ある日、SNSを開くと、同じ習い事のママ友・ヤバ谷さんが投稿した動画を見つけます。多くの「いいね」が集まるその動画には、数秒間だけリコちゃんの姿も映り込んでいました。
ダンス教室の名前や自宅近くの公園まで映っていたため、動画の削除をお願いしますが、ヤバ谷さんからは「次から気をつけます」という返事が届くだけで、削除してもらえません。
不安を感じたリコちゃんママは何度も動画の削除をお願いします。しかし、ヤバ谷さんは「いいね」が増えていることを理由に応じる気はありません。
その後、動画には娘を中傷するコメントまで寄せられるようになります。リコちゃんママは証拠を残して運営へ通報し、ヤバ谷さんにも改めて削除を求めますが、翌朝になっても返信はなく、動画も削除されていません。
さらに、同じ人物による中傷コメントが繰り返し投稿されていることに気づき、怒りを募らせるのでした。
不安と焦りが募ったママは…










夫は「俺も『通報』ボタンを押したから、きっと消えるはず」と、リコちゃんママを落ち着かせようと声をかけます。しかし、リコちゃんママは「もし消えなかったら?」と不安を隠せません。
そして、「私、直接ヤバ谷さんと話してくる」と言い出しました。
夫は「まともに話せる相手じゃない。俺が休みの日に話すよ」と提案しますが、この日は火曜日。週末までの数日の間にも、誹謗中傷コメントはきっと増えていくでしょう。
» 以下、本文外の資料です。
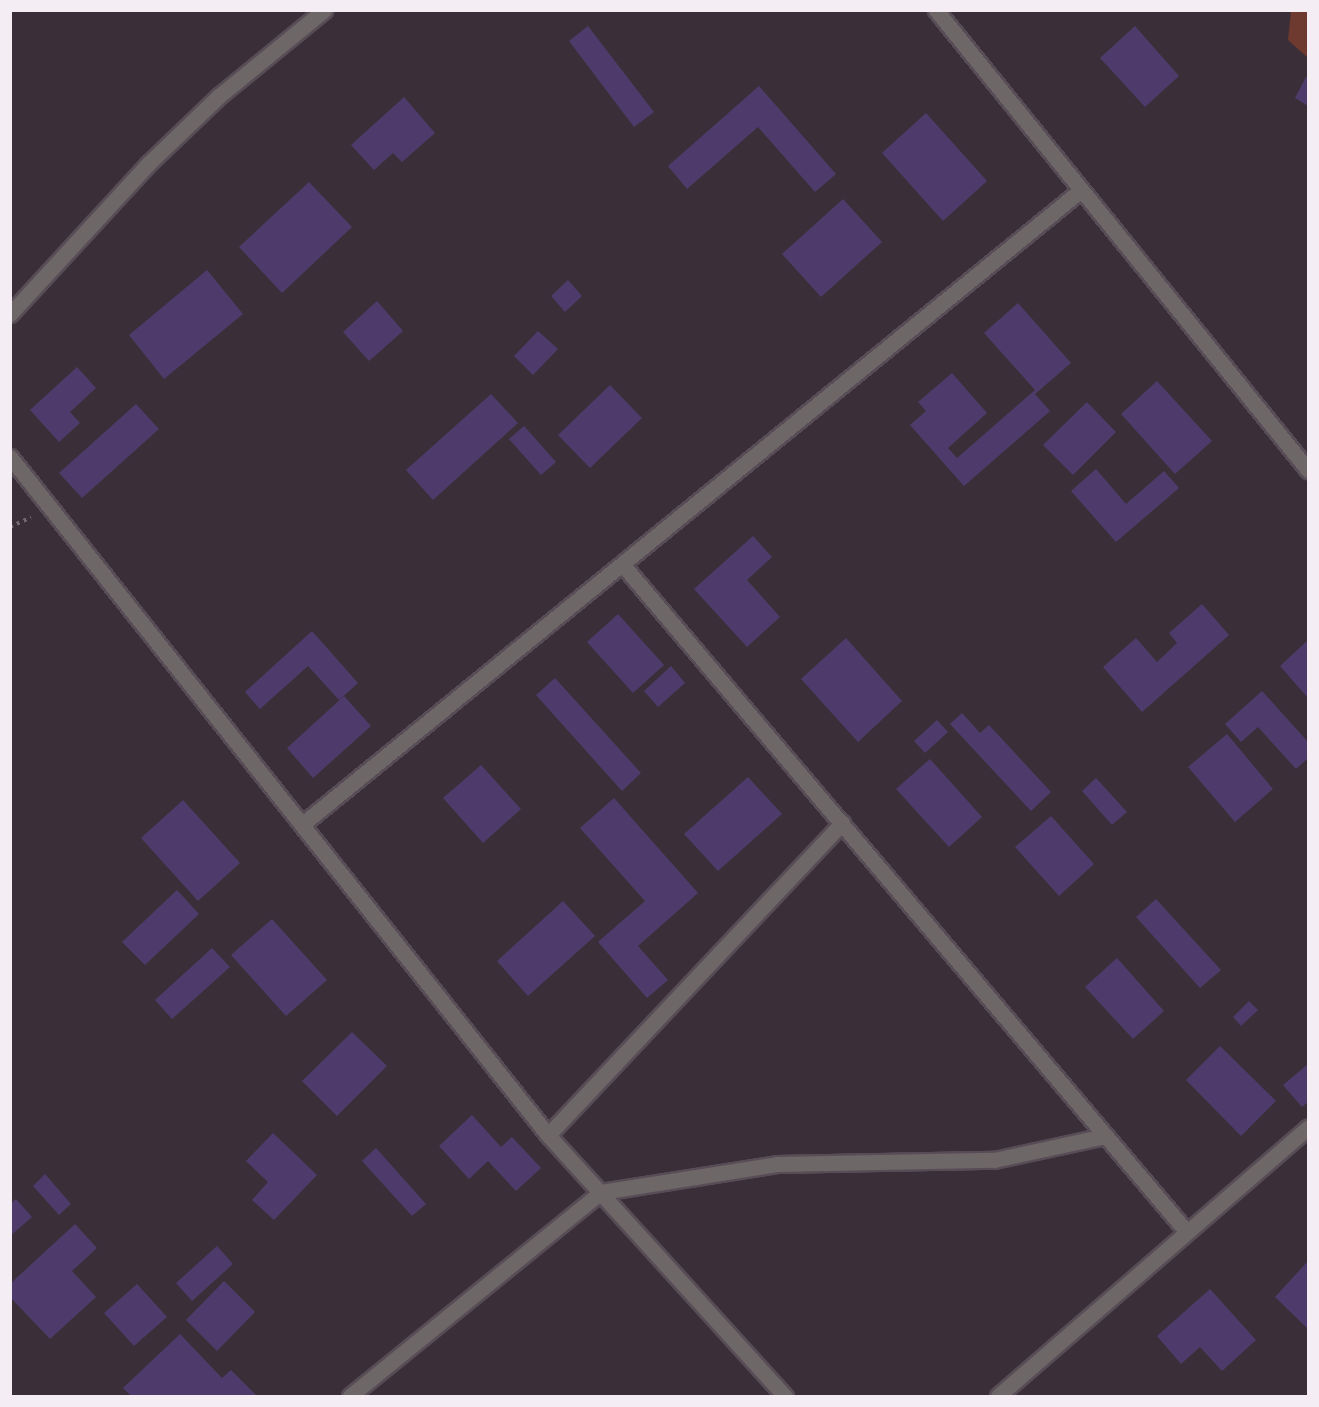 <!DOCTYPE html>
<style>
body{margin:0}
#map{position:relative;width:1319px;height:1407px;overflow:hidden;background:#3a2f38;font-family:Lato,sans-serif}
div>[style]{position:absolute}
.green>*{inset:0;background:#6e392e}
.building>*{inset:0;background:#4f3b6b}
.path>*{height:4px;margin-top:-2px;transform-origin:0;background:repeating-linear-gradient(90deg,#746a72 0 3px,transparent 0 7.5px)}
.roads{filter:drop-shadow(2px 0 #584d56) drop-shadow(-2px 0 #584d56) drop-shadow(0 2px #584d56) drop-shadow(0 -2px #584d56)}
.minor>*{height:15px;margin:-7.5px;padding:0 7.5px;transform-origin:7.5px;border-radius:7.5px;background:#6e6768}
span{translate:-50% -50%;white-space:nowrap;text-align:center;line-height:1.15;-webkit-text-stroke:5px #30252e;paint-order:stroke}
.frame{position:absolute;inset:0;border:12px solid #f4edf3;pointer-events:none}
</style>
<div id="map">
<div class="green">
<div style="clip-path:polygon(1291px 11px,1308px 11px,1308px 58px,1288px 40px)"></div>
</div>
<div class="building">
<div style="clip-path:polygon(588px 26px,654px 112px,634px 127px,569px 41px)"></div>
<div style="clip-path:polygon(1135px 26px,1179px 76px,1145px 107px,1100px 58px)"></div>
<div style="clip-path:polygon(1306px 77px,1308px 78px,1308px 106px,1295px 98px)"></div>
<div style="clip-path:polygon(759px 86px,836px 174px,815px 192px,758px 127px,687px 189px,668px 166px)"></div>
<div style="clip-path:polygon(404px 97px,435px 133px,402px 162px,393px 153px,374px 170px,351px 145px)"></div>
<div style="clip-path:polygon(926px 113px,987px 181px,943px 221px,882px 153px)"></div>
<div style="clip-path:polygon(309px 182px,352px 227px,282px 293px,239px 247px)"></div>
<div style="clip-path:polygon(843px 199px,882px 242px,821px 297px,782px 254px)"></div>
<div style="clip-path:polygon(207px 270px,243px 314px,164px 379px,129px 335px)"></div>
<div style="clip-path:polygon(568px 280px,582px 296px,565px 312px,551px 296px)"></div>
<div style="clip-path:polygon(377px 301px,403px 331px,369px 361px,343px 332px)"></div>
<div style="clip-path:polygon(1018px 303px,1071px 363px,1035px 394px,1050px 411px,964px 486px,910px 425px,926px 411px,918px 402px,952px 373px,987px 413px,948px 448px,957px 458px,1035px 390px,984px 333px)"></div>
<div style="clip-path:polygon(538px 331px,558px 349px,533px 375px,514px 356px)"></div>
<div style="clip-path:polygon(77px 367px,96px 388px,70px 412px,80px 423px,59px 442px,30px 410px)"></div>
<div style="clip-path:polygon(1157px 381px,1212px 441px,1175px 474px,1121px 414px)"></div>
<div style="clip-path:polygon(610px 385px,642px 418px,590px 468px,558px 435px)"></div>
<div style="clip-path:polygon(491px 394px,518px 423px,433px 500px,406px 470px)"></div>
<div style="clip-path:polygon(1087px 402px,1116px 432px,1073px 475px,1043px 445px)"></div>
<div style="clip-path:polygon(136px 404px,159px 429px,82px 498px,59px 473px)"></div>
<div style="clip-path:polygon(524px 426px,556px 462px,541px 475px,509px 439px)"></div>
<div style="clip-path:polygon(1096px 469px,1126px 504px,1164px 471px,1179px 488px,1116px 542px,1071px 491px)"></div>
<div style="clip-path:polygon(753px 536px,772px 557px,747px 580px,780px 617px,747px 647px,694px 589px)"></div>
<div style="clip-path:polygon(1202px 604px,1229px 635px,1142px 712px,1103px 667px,1136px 638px,1157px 662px,1177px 643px,1169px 633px)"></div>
<div style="clip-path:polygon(618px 614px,664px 665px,633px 693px,587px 642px)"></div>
<div style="clip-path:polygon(312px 631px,358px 683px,339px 700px,308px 666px,260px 709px,245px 692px)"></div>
<div style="clip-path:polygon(846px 638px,902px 701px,858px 742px,801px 679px)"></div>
<div style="clip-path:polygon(1308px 640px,1308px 698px,1280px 666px)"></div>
<div style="clip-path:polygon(671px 666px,685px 683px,658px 707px,644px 691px)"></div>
<div style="clip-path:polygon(555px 678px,641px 773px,622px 791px,536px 695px)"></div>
<div style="clip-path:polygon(1262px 691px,1308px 742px,1308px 758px,1296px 769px,1258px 727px,1241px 742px,1225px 724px)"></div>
<div style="clip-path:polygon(344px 696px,371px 726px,313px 778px,287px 748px)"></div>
<div style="clip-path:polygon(962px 713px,980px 733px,989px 725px,1051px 792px,1031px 811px,950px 724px)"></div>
<div style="clip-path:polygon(937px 720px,948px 732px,925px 753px,914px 741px)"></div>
<div style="clip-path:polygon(1227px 734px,1273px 789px,1235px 822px,1188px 767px)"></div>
<div style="clip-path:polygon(930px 759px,982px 817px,949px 847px,896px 789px)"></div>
<div style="clip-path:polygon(481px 765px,521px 809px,483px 843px,443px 798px)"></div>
<div style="clip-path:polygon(748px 777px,782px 814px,718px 871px,684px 834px)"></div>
<div style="clip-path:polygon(1096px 778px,1127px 812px,1112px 825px,1082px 791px)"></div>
<div style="clip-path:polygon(614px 798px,698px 893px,638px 946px,668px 980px,647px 998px,598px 942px,645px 901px,580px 828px)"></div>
<div style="clip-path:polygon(183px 800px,240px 863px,198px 901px,141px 838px)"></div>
<div style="clip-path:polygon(1051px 816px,1094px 864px,1059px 896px,1015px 847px)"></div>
<div style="clip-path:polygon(177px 890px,199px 914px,145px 965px,122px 942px)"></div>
<div style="clip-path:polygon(1156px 899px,1221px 970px,1200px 988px,1136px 917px)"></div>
<div style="clip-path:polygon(563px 901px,595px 936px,528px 996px,497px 961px)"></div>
<div style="clip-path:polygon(272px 919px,327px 980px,286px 1016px,231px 955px)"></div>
<div style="clip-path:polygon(212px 948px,230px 967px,172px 1019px,155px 1000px)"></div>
<div style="clip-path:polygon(1117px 958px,1164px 1011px,1133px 1039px,1085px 987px)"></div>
<div style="clip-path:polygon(1249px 1001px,1258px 1010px,1241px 1026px,1233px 1017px)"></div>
<div style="clip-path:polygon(352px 1032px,387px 1066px,337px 1116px,302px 1081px)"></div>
<div style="clip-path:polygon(1220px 1046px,1276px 1101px,1241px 1136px,1186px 1080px)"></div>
<div style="clip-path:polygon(1308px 1064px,1308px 1102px,1302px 1107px,1283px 1085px)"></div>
<div style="clip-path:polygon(472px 1115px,501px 1147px,512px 1137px,541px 1168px,516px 1191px,488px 1161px,469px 1179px,439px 1146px)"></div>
<div style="clip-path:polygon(273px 1133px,317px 1175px,274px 1220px,252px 1200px,268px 1182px,246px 1161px)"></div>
<div style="clip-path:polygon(376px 1148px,426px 1204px,412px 1216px,362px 1161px)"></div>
<div style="clip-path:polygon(45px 1174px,71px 1204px,59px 1215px,33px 1186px)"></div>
<div style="clip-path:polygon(16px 1199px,32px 1217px,10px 1236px,10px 1204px)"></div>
<div style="clip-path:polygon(75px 1224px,97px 1248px,72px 1271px,96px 1297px,50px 1339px,10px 1297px,10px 1284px)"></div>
<div style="clip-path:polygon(217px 1246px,233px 1264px,192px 1301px,176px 1283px)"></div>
<div style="clip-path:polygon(1308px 1261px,1308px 1329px,1275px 1297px)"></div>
<div style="clip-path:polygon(224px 1281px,255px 1312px,217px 1351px,186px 1320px)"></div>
<div style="clip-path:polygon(137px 1284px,167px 1317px,134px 1346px,104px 1313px)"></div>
<div style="clip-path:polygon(1210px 1289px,1256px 1340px,1222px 1371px,1200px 1347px,1181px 1364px,1157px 1336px)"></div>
<div style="clip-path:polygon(180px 1334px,222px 1378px,231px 1370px,257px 1396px,131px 1396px,123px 1388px)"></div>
</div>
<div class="path">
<div style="left:10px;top:527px;width:23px;rotate:-25deg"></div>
</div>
<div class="roads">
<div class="minor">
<div style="left:936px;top:10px;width:592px;rotate:51.04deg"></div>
<div style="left:10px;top:314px;width:204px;rotate:-47.4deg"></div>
<div style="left:148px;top:164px;width:98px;rotate:-43.8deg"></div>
<div style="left:219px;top:96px;width:136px;rotate:-39.3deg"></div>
<div style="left:10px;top:457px;width:866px;rotate:51.57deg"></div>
<div style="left:548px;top:1135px;width:353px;rotate:47.8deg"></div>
<div style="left:622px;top:564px;width:875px;rotate:49.78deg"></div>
<div style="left:305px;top:822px;width:1001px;rotate:-39.16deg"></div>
<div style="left:548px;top:1135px;width:429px;rotate:-46.7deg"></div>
<div style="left:350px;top:1396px;width:323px;rotate:-39.1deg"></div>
<div style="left:601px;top:1192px;width:178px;rotate:-9deg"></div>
<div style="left:777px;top:1164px;width:217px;rotate:-1.1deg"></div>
<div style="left:994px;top:1160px;width:114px;rotate:-12.2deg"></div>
<div style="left:998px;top:1396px;width:410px;rotate:-40.9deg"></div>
</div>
</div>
<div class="frame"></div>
</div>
リコちゃんママは「リコの誹謗中傷を早く消してあげたいの!」と焦り、大声を出してしまうのでした。
▼わが子が見知らぬ人たちから傷つく言葉を向けられている状況を目の当たりにすれば、「一刻も早く何とかしたい」と焦ってしまうのも無理はありません。リコちゃんママのように、不安や怒りで冷静さを保つことが難しくなる人も多いのではないでしょうか。
そんなときこそ、一人で抱え込まず、家族や信頼できる人と状況を共有しながら対応を進めることが大切です。焦る気持ちがあっても、安全を最優先に考え、証拠を残す、通報するなど、できることを一つずつ積み重ねることが、大切な人を守るための第一歩になります。誰もが安心してSNSを利用できるよう、発信する側も利用する側も、相手を思いやる気持ちを忘れずにいたいですね。
※無断で撮影・投稿された写真や動画に困った場合は、まず投稿者本人に削除を依頼しましょう。応じてもらえない場合は、各SNSの通報・削除申請機能の利用や、「違法・有害情報相談センター」などの相談窓口を活用することも検討しましょう。